### HOW TO COMPLETE THIS TASK
Copy word for word the lines of the records below, beginning at the one with "Extract the structured" and finishing at the one with "What data does", ends included, but none of the pictures.

### RECORDS SUPPLIED
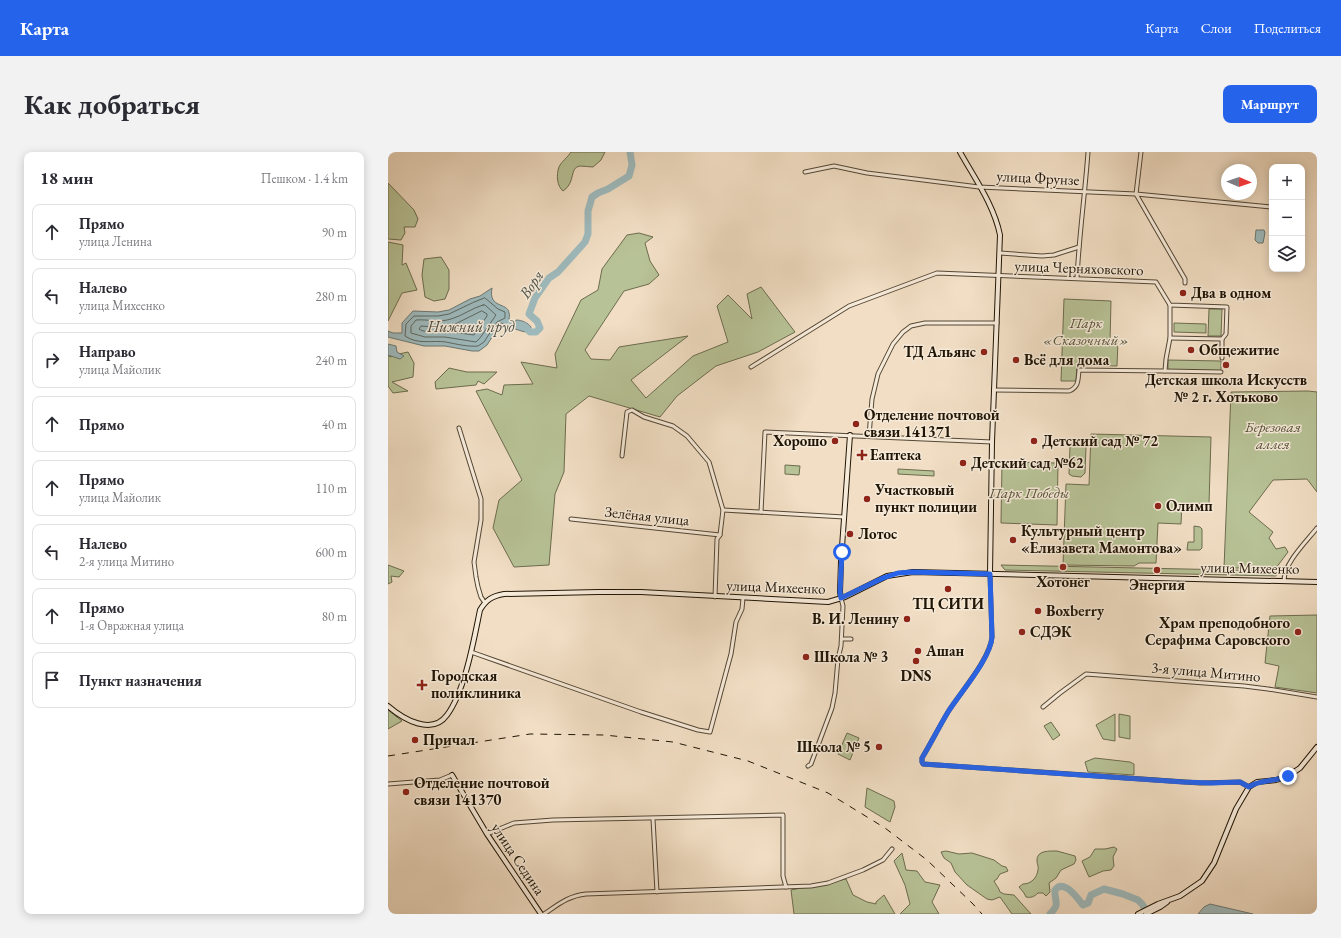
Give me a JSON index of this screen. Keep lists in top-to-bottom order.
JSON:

==

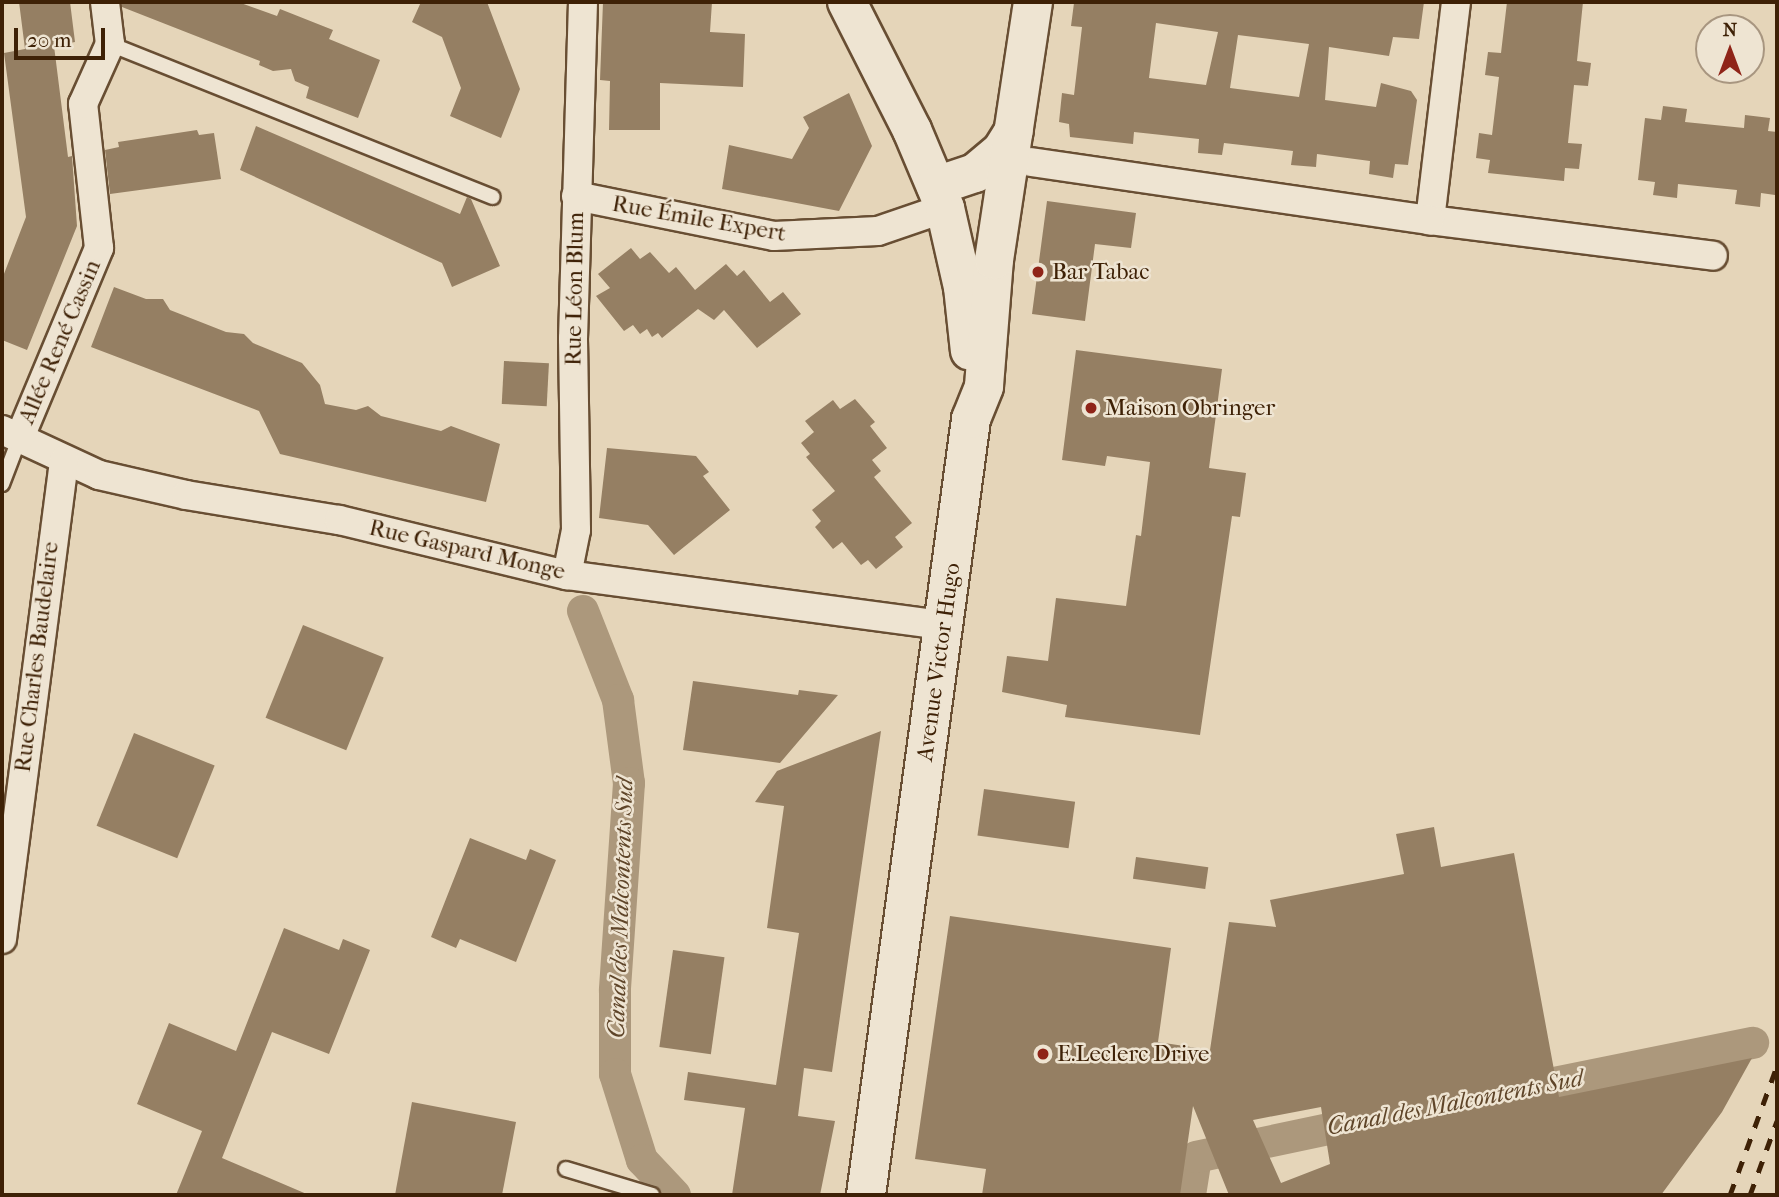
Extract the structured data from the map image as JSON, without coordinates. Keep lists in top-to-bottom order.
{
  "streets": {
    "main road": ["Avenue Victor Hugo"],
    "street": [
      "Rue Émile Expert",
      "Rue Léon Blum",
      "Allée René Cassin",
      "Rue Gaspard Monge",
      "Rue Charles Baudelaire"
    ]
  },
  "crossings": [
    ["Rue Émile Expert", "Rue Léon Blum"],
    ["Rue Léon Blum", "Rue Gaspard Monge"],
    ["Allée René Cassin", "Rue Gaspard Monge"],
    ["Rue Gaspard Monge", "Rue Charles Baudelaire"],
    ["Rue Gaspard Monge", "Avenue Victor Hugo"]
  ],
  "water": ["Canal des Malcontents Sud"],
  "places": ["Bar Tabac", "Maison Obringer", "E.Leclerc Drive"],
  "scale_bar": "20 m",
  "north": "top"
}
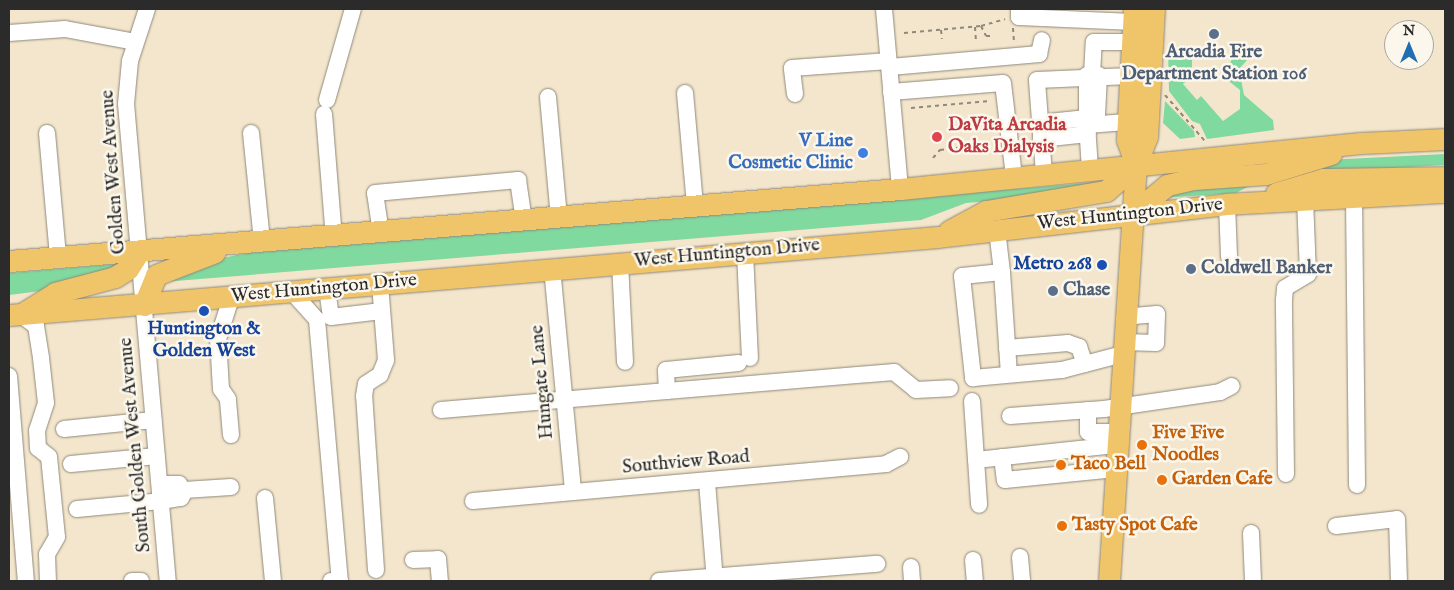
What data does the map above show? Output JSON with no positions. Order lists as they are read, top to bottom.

### FINISHED TASK
Extract the structured data from the map image as JSON, without coordinates. Keep lists in top-to-bottom order.
{
  "streets": {
    "main road": ["Avenue Victor Hugo"],
    "street": [
      "Rue Émile Expert",
      "Rue Léon Blum",
      "Allée René Cassin",
      "Rue Gaspard Monge",
      "Rue Charles Baudelaire"
    ]
  },
  "crossings": [
    ["Rue Émile Expert", "Rue Léon Blum"],
    ["Rue Léon Blum", "Rue Gaspard Monge"],
    ["Allée René Cassin", "Rue Gaspard Monge"],
    ["Rue Gaspard Monge", "Rue Charles Baudelaire"],
    ["Rue Gaspard Monge", "Avenue Victor Hugo"]
  ],
  "water": ["Canal des Malcontents Sud"],
  "places": ["Bar Tabac", "Maison Obringer", "E.Leclerc Drive"],
  "scale_bar": "20 m",
  "north": "top"
}
What data does the map above show? Output JSON with no positions. Order lists as they are read, top to bottom.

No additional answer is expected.